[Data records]
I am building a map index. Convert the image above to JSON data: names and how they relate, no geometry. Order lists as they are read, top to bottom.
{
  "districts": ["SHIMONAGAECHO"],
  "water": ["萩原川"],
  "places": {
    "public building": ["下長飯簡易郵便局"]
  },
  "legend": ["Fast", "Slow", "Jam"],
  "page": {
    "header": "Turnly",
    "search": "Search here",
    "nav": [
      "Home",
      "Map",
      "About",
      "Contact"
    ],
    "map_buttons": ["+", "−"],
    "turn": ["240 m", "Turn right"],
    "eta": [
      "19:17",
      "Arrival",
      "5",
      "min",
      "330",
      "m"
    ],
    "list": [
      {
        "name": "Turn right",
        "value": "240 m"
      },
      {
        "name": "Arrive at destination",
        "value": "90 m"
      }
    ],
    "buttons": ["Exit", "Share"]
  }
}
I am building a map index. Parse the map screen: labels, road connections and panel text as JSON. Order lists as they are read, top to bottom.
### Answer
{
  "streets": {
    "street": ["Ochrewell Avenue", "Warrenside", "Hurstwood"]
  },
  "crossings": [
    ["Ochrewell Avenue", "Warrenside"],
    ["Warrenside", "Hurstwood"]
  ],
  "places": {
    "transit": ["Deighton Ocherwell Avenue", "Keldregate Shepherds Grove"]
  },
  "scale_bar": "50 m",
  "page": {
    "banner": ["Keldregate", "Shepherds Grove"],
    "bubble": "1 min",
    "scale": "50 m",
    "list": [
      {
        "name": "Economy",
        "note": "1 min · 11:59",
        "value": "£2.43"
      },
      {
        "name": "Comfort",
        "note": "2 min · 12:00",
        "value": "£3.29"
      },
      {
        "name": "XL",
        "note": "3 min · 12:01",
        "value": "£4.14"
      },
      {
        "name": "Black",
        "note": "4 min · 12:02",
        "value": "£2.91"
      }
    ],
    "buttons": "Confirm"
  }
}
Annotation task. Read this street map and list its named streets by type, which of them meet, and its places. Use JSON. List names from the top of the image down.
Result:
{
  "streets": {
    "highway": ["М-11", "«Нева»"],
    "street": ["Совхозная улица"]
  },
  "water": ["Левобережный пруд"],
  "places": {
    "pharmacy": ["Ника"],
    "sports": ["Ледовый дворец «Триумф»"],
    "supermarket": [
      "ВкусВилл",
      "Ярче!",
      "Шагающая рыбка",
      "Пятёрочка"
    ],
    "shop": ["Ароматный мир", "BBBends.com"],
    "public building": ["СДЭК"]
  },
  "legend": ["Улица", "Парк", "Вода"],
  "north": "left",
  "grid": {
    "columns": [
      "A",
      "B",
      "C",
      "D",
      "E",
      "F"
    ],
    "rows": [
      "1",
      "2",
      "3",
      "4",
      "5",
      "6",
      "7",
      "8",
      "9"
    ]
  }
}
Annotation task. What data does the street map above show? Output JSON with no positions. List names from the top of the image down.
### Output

— What the task asks —
Across the entries above, how many lines contain the string "Output"? The number alone is the answer.

— Task solution —
2